Problem Statement
Given a finite graph $G = \langle V, E\rangle$, consisting of vertice set $V$ and edge set $E$, and a finite set of colors $C$, a problem instance of graph coloring is to assign each vertex $v \in V$ a $\text{color} (v) \in C$ such that $\forall \langle v, w\rangle \in E, \text{color}(v) \not= \text{color}(w)$. Now we encode an instance of graph coloring problem into a CNF (conjunctive normal formula) $F$.
Note: The word "encode" means that we'll know a graph coloring problem if a CNF is given, and also will know a CNF if a graph coloring problem is given.
- What is the minimal number of propositional variables in $F$?
- What is the minimal number of clauses in $F$?
Original Version
A solution to a graph coloring problem is an assignment of colors to vertices such that no two adjacent vertices have the same color. Formally, a finite graph $G = \langle V, E\rangle$ consists of vertices $V = \{v_1, \cdots, v_n\}$ and edges $E = \{ \langle v_{i_1} , w_{i_1} \rangle , \cdots , \langle v_{i_k} , w_{i_k} \rangle \}$. The finite set of colors is given by $C = \{c_1, \cdots , c_m \}$. A problem instance is given by a graph and a set of colors: the problem is to assign each vertex $v \in V$ a $\text{color}(v) \in C$ such that for every edge $\langle v, w\rangle \in E$, $\text{color}(v) \not= \text{color}(w)$. Clearly, not all instances have solutions.
Show how to encode an instance of a graph coloring problem into a PL formula $F$. $F$ should be satisfiable iff a graph coloring exists.
- Describe a set of constraints in PL asserting that every vertex is colored. Since the sets of vertices, edges, and colors are all finite, use notation such as “$\text{color}(v) = c$” to indicate that vertex $v$ has color $c$. Realize that such an assertion is encodeable as a single propositional variable $P^c_v$.
- Describe a set of constraints in PL asserting that every vertex has at most one color.
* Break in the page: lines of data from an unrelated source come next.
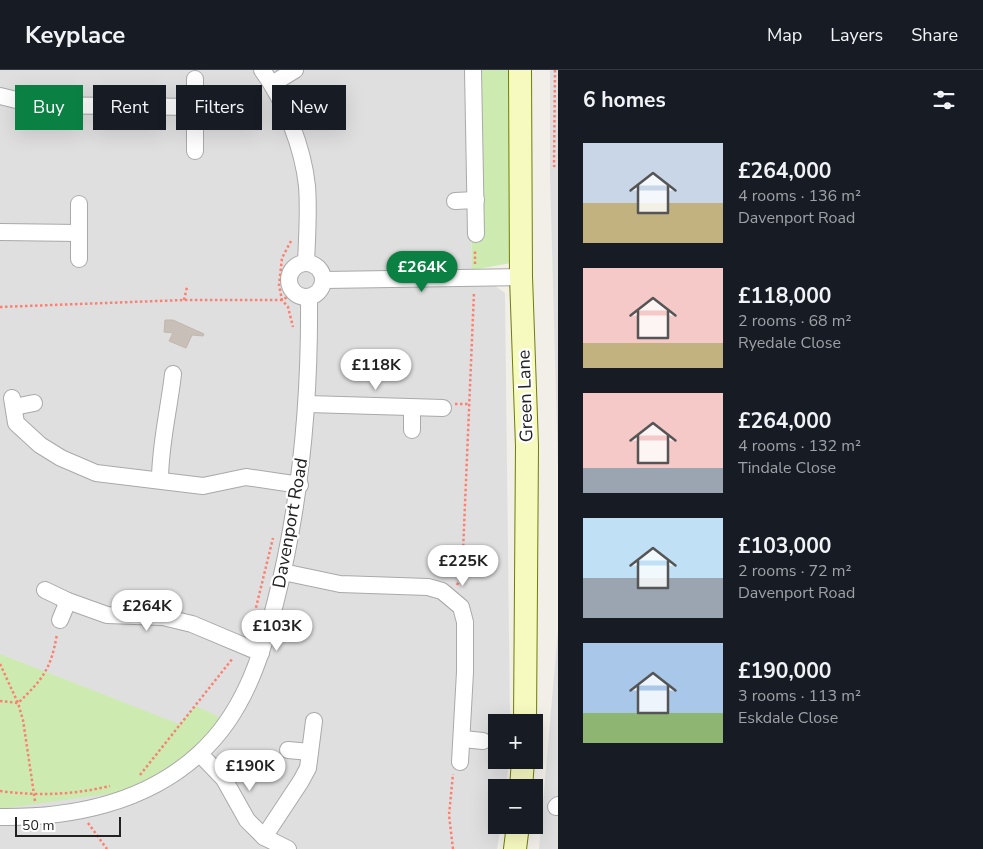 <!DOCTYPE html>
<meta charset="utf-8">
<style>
:root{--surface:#171b24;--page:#20242c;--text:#f1f3f6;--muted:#9ea1a6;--line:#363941;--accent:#0b8043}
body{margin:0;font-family:"Nunito Sans",sans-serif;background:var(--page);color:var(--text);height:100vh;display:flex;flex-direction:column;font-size:19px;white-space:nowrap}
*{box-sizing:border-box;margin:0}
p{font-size:16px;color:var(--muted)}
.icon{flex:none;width:28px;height:28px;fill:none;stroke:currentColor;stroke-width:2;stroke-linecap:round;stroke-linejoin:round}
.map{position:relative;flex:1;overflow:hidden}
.sheet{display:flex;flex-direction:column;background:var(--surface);width:425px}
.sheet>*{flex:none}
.guide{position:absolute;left:15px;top:15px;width:468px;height:45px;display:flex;gap:10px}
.buttons{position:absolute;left:488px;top:644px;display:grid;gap:10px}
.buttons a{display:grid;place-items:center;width:55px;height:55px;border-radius:0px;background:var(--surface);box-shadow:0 5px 20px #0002;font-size:25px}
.scale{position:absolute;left:15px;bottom:12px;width:106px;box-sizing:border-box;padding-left:5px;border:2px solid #222;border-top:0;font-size:14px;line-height:18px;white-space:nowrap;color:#222;-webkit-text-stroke:4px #fff;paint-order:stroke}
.price{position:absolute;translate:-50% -42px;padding:0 11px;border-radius:18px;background:#fff;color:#222;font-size:16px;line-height:32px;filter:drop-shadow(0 1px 2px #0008)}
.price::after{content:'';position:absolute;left:50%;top:30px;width:15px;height:11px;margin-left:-8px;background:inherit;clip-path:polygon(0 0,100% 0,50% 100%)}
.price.current{background:var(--accent);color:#fff}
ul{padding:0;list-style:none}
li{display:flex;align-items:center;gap:15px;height:125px;padding:0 25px}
li span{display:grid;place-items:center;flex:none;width:140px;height:100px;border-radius:0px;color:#555}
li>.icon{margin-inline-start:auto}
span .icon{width:60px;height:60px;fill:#fffc;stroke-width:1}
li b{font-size:21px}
h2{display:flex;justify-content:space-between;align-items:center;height:60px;padding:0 25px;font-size:21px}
.tag{padding:0 18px;border-radius:0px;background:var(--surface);box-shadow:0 5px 20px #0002;font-size:18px;line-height:45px}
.tag.current{background:var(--accent);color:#fff}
header{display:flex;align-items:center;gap:30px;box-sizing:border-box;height:70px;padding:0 25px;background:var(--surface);border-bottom:1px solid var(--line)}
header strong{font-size:24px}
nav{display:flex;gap:28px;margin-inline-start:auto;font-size:18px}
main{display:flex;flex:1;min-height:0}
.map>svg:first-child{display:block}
.residential{fill:#e0dfdf}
.grass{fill:#cdebb0}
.building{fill:#c7bfb8;stroke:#c4b6ab}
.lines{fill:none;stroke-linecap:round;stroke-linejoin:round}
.minor-casing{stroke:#a9a9a9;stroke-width:18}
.secondary-casing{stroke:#707d05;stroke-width:24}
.path{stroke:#fa8072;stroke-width:2.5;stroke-dasharray:2.5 2.5;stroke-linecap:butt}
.minor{stroke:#fff;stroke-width:16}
.secondary{stroke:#f7fabf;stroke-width:22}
.labels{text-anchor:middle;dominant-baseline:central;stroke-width:4.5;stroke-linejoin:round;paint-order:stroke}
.street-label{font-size:18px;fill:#222;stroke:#fff}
</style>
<header>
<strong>Keyplace</strong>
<nav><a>Map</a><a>Layers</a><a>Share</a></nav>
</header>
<main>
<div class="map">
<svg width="558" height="779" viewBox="0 0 558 779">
<rect width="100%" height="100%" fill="#f2efe9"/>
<g class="residential">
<polygon points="0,0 468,0 472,200 505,223 510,652 496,652 496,690 509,690 506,717 496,718 496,755 501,755 497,779 0,779"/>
<polygon points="550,0 558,0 558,398 550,105"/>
<polygon points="558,560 558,779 539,779"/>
</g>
<g class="grass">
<polygon points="468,0 524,0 511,193 472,200"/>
<polygon points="0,584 179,654 196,636 221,648 195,679 151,710 115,723 0,739"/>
</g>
<polygon class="building" points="165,250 173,250 204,264 203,266 192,265 186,278 169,271 173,263 164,262"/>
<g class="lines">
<g class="minor-casing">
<g id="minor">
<path d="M262 0C285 31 303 78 307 116 309 141 307 168 306 193"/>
<polyline points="473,0 476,164"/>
<polyline points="195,9 195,81"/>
<polyline points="272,14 295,0"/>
<polyline points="0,26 37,35 195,37"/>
<polyline points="455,131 476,130"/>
<polyline points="0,162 79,163"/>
<polyline points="79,189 79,134"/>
<circle cx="306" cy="210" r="17"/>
<polyline points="324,210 521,207"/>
<polyline points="12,328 16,353 40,375 61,388 96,403 203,416 246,407 300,415"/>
<polyline points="308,334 443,338"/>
<polyline points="14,337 34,333"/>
<polyline points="412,339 412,360"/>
<path d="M160 410C160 374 169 340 173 304"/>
<polyline points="283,502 340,514 428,517 442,521 461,537 465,552 465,602 460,692"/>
<polyline points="45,520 68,531 107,545 163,547 192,554 261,583"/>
<polyline points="60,550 68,531"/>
<polyline points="463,669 483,671"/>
<polyline points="288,680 310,682"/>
<polyline points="200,684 224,709 247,750 264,767 288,779"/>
<polyline points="556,737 558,735"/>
<path d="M0 747C71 748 146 733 200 683 243 644 261 588 275 534 301 433 310 332 309 228"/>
<polyline points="264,767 301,711 308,698 314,651"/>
</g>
</g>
<g class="secondary-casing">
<g id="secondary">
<polyline points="520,0 521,207 527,376 525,652"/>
<polyline points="521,718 523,690"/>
<polyline points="515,779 518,755"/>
</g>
</g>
<g class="path">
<polyline points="555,0 554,96 558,96"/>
<polyline points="291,171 282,188 279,215 282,230 288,237 293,257"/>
<polyline points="475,194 475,179"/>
<polyline points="184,230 187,217"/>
<polyline points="0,237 184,230 282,230 294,223"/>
<polyline points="455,334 469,334"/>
<polyline points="457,515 462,505 474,222"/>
<polyline points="250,562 273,468"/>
<polyline points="0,594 18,633 23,650 35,731"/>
<path d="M0 631 18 633C43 609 51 599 57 564"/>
<polyline points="140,705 233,588"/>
<path d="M0 721C38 726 72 725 110 716"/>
<polyline points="88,753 107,779"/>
<polyline points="453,779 449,745 453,704"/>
</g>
<use href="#minor" class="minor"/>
<use href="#secondary" class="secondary"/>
</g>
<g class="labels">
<g class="street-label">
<text transform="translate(525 326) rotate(-92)">Green Lane</text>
<text transform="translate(290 453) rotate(-80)">Davenport Road</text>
</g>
</g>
</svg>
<div class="buttons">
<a>+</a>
<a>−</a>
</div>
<div class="scale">50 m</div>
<b class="price current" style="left:422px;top:223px">£264K</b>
<b class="price" style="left:376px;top:321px">£118K</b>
<b class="price" style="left:463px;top:517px">£225K</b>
<b class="price" style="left:147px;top:562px">£264K</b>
<b class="price" style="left:277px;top:582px">£103K</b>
<b class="price" style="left:250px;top:722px">£190K</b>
<div class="guide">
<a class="tag current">Buy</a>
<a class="tag">Rent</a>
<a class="tag">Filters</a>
<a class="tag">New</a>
</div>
</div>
<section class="sheet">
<h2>6 homes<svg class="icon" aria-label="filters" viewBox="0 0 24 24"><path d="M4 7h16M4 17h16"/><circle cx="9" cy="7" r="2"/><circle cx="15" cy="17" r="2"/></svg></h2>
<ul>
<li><span style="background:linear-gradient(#c9d6e8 60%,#c2b280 0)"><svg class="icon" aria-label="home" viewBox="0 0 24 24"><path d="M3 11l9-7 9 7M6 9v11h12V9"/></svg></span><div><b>£264,000</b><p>4 rooms · 136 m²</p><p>Davenport Road</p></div></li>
<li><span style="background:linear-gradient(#f6c9c9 75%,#c2b280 0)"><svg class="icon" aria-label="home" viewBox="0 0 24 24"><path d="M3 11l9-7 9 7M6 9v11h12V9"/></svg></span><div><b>£118,000</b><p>2 rooms · 68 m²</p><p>Ryedale Close</p></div></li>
<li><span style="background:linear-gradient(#f6c9c9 75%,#9aa5b1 0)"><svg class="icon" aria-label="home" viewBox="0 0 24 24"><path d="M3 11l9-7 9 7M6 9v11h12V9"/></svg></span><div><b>£264,000</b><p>4 rooms · 132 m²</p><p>Tindale Close</p></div></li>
<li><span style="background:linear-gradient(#bfe0f5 60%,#9aa5b1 0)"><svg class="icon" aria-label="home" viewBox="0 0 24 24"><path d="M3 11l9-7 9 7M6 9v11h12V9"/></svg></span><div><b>£103,000</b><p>2 rooms · 72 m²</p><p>Davenport Road</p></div></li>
<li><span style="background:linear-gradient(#a9c7e8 70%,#8fb573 0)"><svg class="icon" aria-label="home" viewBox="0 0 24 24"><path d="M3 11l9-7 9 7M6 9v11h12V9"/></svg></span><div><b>£190,000</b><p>3 rooms · 113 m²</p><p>Eskdale Close</p></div></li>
</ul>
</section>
</main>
- Describe a set of constraints in PL asserting that no two connected vertices have the same color.
- Identify a significant optimization in this encoding. Hint: Can any constraints be dropped? Why?
- If the constraints are not already in CNF, specify them in CNF now. For $N$ vertices, $K$ edges, and $M$ colors, how many variables does the optimized encoding require? How many clauses?
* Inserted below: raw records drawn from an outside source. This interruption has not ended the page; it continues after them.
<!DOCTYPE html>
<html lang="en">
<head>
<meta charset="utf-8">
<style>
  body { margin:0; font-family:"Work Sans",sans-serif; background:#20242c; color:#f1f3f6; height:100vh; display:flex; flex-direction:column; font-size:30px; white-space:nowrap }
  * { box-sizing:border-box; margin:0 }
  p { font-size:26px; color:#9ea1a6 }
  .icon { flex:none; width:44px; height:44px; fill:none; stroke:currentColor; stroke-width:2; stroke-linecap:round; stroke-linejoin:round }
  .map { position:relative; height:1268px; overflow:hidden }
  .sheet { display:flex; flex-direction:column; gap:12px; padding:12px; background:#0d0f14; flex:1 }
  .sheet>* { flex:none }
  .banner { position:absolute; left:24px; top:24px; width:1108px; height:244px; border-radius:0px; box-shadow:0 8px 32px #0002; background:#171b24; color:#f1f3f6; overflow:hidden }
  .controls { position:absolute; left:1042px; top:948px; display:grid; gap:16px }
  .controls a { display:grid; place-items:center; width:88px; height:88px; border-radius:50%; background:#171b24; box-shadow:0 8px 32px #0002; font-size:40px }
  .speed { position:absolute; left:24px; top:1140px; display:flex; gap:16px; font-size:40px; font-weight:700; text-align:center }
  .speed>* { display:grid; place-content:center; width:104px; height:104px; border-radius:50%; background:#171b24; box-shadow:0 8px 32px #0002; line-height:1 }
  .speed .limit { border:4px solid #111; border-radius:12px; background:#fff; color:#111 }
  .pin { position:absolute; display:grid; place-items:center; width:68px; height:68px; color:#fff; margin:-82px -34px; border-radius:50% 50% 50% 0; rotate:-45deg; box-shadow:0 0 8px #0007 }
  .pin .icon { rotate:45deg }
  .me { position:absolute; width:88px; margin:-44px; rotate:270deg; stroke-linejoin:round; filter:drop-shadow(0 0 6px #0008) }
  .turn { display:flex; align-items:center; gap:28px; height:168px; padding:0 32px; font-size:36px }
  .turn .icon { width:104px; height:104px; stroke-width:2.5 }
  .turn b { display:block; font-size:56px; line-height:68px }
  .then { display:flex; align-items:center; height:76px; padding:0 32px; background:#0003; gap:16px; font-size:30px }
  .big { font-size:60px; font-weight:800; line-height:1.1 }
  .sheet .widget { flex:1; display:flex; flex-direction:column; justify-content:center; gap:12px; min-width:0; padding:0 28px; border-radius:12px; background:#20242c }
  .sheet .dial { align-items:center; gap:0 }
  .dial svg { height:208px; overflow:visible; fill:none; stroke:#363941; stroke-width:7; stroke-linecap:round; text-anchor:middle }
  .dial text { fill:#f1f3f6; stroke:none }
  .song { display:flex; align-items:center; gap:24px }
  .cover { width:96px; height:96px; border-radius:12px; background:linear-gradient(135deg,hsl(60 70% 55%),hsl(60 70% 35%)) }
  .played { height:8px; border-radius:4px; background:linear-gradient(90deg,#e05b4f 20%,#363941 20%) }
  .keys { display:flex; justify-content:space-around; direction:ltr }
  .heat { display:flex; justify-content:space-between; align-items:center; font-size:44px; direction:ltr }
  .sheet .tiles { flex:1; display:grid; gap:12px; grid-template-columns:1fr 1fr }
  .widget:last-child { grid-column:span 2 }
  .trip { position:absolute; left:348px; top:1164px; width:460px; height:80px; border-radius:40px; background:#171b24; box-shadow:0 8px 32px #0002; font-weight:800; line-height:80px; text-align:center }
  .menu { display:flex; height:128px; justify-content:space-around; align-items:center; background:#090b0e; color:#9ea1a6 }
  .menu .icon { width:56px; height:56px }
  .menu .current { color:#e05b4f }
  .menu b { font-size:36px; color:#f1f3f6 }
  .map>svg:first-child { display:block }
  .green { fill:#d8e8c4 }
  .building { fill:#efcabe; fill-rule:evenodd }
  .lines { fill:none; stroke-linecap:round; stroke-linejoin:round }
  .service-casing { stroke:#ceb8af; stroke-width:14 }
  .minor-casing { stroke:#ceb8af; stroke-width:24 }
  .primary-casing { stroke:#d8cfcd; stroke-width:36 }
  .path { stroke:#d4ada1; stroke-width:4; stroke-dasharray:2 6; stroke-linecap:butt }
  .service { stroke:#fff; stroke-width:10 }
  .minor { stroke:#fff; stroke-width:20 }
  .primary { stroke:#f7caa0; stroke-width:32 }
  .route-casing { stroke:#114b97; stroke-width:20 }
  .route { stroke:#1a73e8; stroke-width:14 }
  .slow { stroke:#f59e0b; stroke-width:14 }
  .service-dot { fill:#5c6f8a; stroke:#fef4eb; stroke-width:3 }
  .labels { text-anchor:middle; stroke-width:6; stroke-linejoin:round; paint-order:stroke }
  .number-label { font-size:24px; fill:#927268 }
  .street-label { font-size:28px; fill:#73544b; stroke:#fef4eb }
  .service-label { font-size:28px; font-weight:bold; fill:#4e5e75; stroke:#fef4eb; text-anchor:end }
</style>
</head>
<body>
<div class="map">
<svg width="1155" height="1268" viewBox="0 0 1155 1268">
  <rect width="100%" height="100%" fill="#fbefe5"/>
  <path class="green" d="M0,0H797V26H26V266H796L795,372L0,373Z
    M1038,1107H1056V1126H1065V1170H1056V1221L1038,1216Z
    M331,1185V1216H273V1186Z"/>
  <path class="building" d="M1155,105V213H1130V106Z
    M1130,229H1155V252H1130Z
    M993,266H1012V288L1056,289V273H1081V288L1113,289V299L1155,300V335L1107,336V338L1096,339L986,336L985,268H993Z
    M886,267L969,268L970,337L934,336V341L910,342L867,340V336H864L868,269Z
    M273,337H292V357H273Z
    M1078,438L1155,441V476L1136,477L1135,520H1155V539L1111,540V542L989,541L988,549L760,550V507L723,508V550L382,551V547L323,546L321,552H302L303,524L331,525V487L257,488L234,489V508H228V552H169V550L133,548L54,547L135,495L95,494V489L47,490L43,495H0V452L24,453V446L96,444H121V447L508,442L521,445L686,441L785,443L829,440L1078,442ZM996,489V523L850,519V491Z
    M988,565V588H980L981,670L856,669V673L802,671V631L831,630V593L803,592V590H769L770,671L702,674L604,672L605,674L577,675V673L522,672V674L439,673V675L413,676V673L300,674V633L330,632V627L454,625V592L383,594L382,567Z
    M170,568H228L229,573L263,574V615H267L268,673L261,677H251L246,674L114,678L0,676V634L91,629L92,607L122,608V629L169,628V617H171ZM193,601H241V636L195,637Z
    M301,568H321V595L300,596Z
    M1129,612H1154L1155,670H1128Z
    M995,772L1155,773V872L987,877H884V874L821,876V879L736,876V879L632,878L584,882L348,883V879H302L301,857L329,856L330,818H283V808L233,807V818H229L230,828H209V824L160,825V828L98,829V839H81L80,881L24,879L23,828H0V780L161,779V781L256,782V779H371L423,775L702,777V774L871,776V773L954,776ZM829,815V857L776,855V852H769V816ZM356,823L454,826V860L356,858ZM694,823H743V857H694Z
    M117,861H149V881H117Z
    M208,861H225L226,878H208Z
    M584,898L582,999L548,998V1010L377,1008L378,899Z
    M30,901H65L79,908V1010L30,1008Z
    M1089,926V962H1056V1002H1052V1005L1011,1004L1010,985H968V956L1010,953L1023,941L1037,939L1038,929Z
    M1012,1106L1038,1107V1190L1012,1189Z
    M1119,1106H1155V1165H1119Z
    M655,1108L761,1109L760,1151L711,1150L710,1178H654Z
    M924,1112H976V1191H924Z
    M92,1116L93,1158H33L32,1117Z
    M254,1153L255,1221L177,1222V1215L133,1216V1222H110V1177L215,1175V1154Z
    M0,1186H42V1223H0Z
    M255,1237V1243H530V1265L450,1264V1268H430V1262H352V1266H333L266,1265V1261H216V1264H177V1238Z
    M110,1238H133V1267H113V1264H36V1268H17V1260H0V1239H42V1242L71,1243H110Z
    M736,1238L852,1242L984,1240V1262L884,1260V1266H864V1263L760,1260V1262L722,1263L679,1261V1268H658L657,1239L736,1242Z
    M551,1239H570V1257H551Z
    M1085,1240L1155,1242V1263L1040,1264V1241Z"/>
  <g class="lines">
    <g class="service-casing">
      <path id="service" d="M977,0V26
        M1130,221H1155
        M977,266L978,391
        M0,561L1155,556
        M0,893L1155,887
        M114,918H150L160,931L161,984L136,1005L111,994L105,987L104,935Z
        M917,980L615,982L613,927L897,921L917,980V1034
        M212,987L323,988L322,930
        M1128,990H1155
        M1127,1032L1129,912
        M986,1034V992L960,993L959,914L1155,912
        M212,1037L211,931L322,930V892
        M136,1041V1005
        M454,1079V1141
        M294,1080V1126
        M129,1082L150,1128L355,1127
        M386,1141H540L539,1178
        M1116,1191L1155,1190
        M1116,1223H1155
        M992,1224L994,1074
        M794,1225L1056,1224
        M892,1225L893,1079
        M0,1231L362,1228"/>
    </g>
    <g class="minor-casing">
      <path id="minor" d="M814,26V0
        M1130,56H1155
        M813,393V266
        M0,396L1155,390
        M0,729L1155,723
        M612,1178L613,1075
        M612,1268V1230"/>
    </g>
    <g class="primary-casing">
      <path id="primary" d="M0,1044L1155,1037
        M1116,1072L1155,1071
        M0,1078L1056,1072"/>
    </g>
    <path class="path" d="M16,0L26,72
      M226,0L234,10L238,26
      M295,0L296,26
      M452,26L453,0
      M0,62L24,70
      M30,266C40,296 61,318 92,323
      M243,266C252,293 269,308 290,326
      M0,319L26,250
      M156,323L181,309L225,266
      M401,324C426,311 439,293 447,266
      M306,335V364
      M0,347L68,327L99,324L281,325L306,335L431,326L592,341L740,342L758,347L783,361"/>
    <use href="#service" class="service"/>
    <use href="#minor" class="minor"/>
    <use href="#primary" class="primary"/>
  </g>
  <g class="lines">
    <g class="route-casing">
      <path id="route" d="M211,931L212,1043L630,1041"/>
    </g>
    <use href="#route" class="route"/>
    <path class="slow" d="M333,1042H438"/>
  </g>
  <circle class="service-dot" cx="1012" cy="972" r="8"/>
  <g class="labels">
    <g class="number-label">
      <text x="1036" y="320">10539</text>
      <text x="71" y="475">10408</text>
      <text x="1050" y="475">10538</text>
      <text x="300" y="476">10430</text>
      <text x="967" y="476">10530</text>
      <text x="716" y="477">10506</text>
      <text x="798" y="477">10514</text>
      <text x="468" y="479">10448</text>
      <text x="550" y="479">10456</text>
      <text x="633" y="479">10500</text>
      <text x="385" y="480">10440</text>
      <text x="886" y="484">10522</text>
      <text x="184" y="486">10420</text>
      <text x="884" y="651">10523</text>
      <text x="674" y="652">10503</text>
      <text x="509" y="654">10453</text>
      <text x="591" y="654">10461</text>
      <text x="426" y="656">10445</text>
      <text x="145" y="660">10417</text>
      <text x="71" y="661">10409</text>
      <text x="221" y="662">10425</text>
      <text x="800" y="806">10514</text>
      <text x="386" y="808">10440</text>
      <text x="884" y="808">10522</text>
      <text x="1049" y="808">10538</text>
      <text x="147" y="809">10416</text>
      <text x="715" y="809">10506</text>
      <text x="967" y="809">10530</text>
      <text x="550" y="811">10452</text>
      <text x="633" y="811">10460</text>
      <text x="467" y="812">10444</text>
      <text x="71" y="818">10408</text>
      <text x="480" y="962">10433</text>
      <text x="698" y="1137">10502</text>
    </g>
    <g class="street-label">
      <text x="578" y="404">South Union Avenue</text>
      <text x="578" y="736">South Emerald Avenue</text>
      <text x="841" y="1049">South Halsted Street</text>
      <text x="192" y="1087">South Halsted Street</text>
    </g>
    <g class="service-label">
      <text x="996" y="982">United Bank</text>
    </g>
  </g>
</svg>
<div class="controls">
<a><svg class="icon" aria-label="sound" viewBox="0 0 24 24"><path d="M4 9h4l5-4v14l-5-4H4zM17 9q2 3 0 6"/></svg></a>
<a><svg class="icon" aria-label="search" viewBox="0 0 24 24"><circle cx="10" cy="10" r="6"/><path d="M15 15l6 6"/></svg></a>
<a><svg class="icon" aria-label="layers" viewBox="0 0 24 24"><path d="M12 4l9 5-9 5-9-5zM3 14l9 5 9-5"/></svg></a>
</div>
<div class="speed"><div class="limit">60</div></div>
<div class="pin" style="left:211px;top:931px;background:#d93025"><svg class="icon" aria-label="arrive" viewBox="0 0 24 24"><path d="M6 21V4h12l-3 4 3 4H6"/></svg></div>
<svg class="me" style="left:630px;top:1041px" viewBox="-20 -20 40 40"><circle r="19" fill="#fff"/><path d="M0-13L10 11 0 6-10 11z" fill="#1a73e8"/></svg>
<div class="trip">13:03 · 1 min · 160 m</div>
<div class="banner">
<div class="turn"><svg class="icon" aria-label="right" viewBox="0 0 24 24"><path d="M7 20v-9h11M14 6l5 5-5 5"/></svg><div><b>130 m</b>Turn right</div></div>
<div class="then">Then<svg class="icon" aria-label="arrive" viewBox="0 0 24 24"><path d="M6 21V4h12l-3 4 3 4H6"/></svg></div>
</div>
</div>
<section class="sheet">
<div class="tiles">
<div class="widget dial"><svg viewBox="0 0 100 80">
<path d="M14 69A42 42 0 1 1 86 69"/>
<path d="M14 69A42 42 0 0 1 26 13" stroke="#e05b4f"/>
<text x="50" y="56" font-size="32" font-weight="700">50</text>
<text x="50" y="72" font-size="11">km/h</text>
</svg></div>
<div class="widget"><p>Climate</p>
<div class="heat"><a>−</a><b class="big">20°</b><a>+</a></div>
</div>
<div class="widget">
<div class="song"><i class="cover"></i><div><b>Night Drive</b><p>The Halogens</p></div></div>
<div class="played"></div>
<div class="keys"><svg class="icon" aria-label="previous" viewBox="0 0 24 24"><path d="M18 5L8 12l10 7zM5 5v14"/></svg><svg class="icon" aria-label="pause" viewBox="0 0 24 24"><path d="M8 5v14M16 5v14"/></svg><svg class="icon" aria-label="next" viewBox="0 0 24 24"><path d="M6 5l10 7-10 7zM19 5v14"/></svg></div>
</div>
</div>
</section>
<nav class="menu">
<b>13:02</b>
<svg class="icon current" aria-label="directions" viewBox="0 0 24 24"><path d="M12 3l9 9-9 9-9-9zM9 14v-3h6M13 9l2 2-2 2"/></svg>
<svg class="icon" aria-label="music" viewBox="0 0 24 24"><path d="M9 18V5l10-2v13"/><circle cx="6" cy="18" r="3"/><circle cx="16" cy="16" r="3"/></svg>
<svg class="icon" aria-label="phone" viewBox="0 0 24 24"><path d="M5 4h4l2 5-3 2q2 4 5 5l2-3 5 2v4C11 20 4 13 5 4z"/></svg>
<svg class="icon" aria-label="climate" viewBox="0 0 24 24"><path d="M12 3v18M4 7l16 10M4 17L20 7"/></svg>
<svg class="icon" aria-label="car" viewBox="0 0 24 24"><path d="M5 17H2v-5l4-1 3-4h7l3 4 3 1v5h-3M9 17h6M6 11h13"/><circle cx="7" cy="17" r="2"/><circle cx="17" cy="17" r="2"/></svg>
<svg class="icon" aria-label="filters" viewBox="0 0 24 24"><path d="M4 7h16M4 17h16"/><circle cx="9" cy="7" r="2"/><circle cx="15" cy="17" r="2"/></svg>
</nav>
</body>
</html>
As suggested by @D.W.♦, I copy the original problem here (above is the version simplified by me). This original version is Exercise 1.6 from:
Bradley, A. and Manna, Z. (2007). The Calculus of Computation. Dordrecht: Springer, p.34.
My Analysis
The optimized CNF within my ability is to use propositional variable $P_v^c$ to indicate that $\text{color}(v) = c$. Here we can only use at most $|V|$ colors of all colors, i.e., the number of colors in our design of propositional variables is $|V|\min (|V|, |C|)$. Then we can build a CNF: $$F_0 = \bigwedge_{v \in V} (\bigvee_{c \in C} P_v^c) \wedge \bigwedge_{v \in V} (\bigvee_{c_1 \not= c_2 \in C} (\neg P_v^{c_1} \vee \neg P_v^{c_2})) \land \bigwedge_{c \in C \\ \langle v, w\rangle \in E} (\neg P_v^c \vee \neg P_w^c)$$
In this variable, there're $|V| \min (|V|, |C|)$ propositional variables and $2|V| + |C||E|$ clauses.
I failed to prove $F_0$ is the CNF with neither the least propositional variables nor the least clauses. Is there an another CNF $F'$ with less propostional variables or less clauses? How to find the minimal number of propositional variables and clauses of legal CNFs?